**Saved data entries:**
○ ○ ○ ○
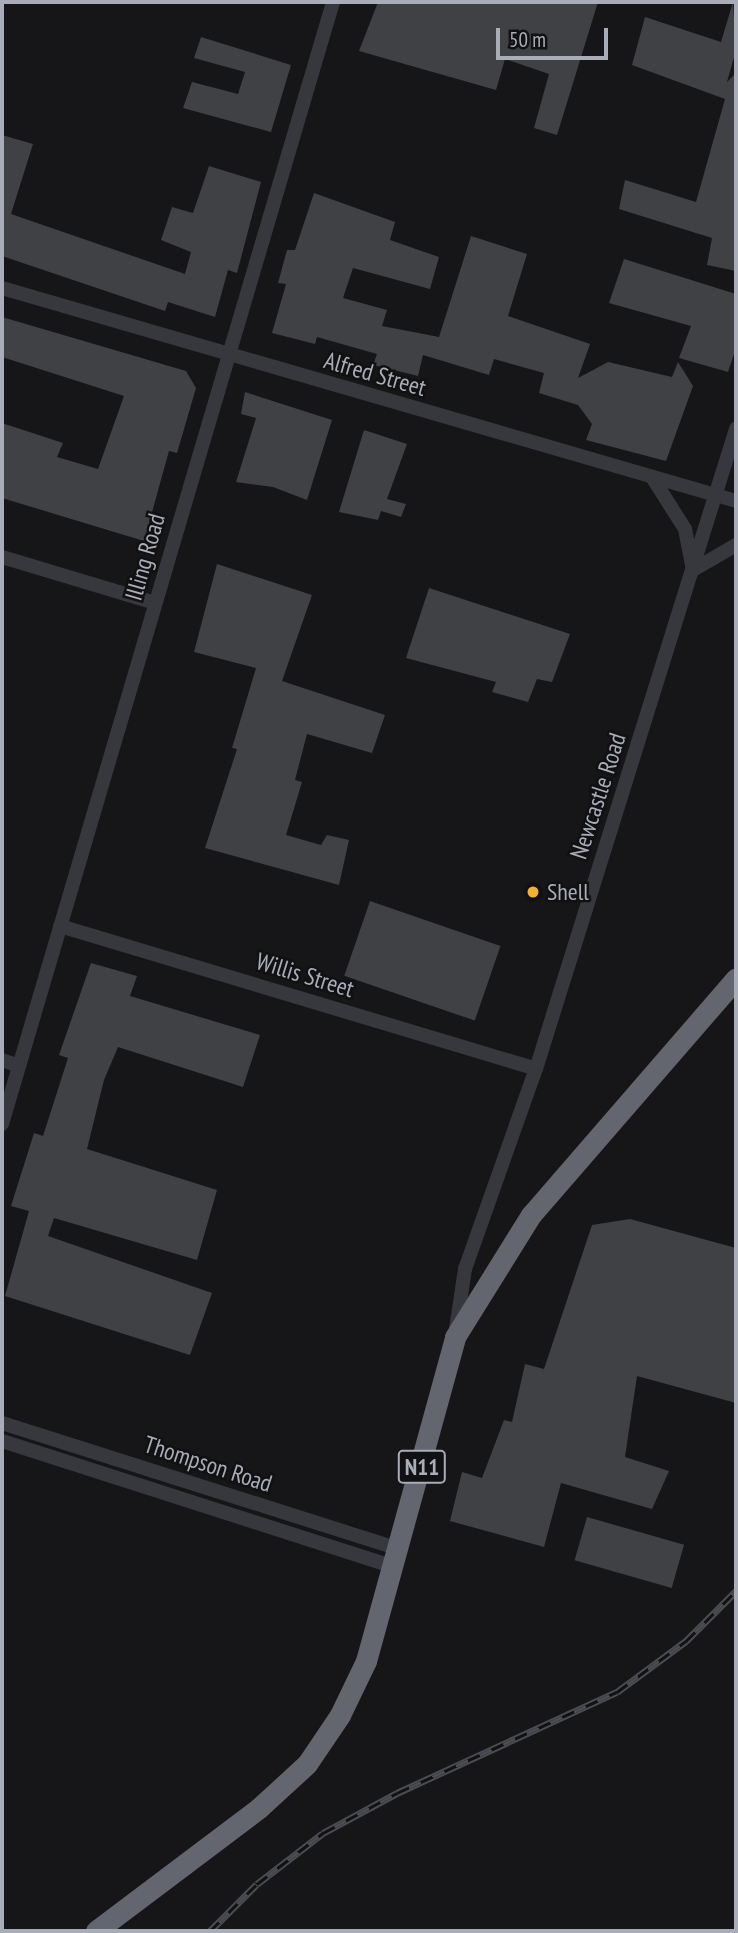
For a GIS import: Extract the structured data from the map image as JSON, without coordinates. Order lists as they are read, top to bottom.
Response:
{
  "streets": {
    "highway": ["N11"],
    "street": [
      "Alfred Street",
      "Illing Road",
      "Newcastle Road",
      "Willis Street",
      "Thompson Road"
    ]
  },
  "crossings": [
    ["Alfred Street", "Illing Road"],
    ["Alfred Street", "Newcastle Road"],
    ["Illing Road", "Willis Street"],
    ["Newcastle Road", "Willis Street"],
    ["Newcastle Road", "N11"],
    ["Thompson Road", "N11"]
  ],
  "places": ["Shell"],
  "scale_bar": "50 m"
}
○ ○ ○ ○
**Instructions for the task:**
Repeat each entry exactly as it appears; skip any picture.

**Worked solution:**
For a GIS import: Extract the structured data from the map image as JSON, without coordinates. Order lists as they are read, top to bottom.
Response:
{
  "streets": {
    "highway": ["N11"],
    "street": [
      "Alfred Street",
      "Illing Road",
      "Newcastle Road",
      "Willis Street",
      "Thompson Road"
    ]
  },
  "crossings": [
    ["Alfred Street", "Illing Road"],
    ["Alfred Street", "Newcastle Road"],
    ["Illing Road", "Willis Street"],
    ["Newcastle Road", "Willis Street"],
    ["Newcastle Road", "N11"],
    ["Thompson Road", "N11"]
  ],
  "places": ["Shell"],
  "scale_bar": "50 m"
}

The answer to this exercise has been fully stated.